Probably the 5GHz people meant to say "increases quadratically", assuming that as they increase frequency, voltage is also increased proportionally to level necessary for chip to function reliably. What is the equation relating frequency and required voltage level for a chip which operates stably at frequency F and voltage V? Note that for GPU such as AMD HD7850, I can set the clock frequency without changing the voltage supplied to the chip, so it is not automatically the case that changing the frequency implies a change in supplied chip voltage. Clearly at some point my chip will stop functioning properly, so it would be helpful to have an equation showing how much to increase voltage as a function of frequency. Also note that some GPU users undervolt the chip, why would they do this?

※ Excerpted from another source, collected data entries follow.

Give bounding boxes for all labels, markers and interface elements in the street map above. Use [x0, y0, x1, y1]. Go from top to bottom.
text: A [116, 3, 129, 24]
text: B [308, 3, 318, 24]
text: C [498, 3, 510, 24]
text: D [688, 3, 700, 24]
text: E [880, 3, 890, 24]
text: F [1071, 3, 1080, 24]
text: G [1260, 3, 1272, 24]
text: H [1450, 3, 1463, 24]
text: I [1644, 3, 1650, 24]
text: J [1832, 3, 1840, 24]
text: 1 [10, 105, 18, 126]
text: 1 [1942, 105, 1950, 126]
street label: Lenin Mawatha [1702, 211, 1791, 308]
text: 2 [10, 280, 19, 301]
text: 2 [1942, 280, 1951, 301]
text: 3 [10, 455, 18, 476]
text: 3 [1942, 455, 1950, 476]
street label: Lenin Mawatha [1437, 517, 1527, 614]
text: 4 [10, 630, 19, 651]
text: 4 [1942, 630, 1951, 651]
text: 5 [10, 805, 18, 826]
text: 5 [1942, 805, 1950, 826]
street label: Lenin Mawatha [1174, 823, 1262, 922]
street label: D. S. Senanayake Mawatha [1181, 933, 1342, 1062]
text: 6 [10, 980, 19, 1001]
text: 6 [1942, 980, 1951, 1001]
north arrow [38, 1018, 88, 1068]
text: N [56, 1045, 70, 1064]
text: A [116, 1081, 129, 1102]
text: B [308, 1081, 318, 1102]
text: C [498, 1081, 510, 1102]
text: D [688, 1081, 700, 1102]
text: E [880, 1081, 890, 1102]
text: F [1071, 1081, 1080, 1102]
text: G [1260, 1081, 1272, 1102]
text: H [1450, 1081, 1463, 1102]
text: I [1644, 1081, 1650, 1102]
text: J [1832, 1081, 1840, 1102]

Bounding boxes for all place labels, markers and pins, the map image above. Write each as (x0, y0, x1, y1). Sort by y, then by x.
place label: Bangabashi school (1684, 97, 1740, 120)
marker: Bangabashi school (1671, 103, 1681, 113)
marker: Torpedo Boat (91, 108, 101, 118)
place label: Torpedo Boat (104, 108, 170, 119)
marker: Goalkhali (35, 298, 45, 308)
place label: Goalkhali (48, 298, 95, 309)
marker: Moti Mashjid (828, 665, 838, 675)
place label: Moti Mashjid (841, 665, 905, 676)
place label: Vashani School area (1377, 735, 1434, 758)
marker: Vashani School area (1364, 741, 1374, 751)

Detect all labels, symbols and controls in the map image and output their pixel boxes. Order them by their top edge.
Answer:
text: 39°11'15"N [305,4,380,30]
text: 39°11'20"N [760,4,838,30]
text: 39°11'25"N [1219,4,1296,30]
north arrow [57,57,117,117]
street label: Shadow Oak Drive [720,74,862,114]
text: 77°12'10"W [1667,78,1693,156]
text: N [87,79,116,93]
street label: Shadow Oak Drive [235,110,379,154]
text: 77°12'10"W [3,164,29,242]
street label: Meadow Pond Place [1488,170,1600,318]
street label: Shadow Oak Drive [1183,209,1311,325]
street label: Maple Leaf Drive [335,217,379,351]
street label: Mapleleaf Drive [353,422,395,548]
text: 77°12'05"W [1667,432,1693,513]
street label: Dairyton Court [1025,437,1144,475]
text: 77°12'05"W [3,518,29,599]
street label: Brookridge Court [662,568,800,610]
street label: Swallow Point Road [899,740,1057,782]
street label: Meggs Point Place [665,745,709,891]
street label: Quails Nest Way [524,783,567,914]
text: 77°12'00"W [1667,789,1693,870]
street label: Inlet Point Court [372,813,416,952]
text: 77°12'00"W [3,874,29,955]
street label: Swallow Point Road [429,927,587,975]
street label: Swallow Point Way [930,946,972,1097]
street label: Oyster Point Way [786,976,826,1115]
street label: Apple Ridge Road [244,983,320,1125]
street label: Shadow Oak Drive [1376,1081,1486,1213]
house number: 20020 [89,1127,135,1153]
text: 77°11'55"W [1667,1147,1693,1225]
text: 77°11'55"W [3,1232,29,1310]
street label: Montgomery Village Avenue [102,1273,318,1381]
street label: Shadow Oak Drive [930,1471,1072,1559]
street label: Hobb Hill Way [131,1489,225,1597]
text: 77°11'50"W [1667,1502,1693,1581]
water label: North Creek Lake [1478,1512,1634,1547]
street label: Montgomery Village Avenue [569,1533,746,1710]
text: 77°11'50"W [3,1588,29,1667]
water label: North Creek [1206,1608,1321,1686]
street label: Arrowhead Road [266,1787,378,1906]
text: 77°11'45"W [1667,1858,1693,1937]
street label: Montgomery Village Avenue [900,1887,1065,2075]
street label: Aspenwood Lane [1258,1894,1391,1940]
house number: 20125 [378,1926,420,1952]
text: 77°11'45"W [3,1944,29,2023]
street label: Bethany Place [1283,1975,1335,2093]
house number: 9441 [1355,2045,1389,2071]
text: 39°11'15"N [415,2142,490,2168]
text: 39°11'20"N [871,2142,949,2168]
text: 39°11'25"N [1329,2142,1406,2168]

Under the assumption of quadratic heat rise in frequency/voltage, it would be more efficient to have 5 processors running 1GHz rather than 1 processor running at 5GHz, is this correct? I.e. space is quadratically cheaper than time, is that more or less correct? How to correctly state this tradeoff?

In this response to a question on How Modern Overclocking Works, @Turbo J says

You can increase the clock frequency further when the voltage is higher - but at the price of massive additional generated heat. And the silicon will "wear out" faster, as bad things like Electromigration will increase too.

So again, the question is what is the equation that models "massive additional heat", is "massive" quadratic, i.e. are we still talking about the work equation above?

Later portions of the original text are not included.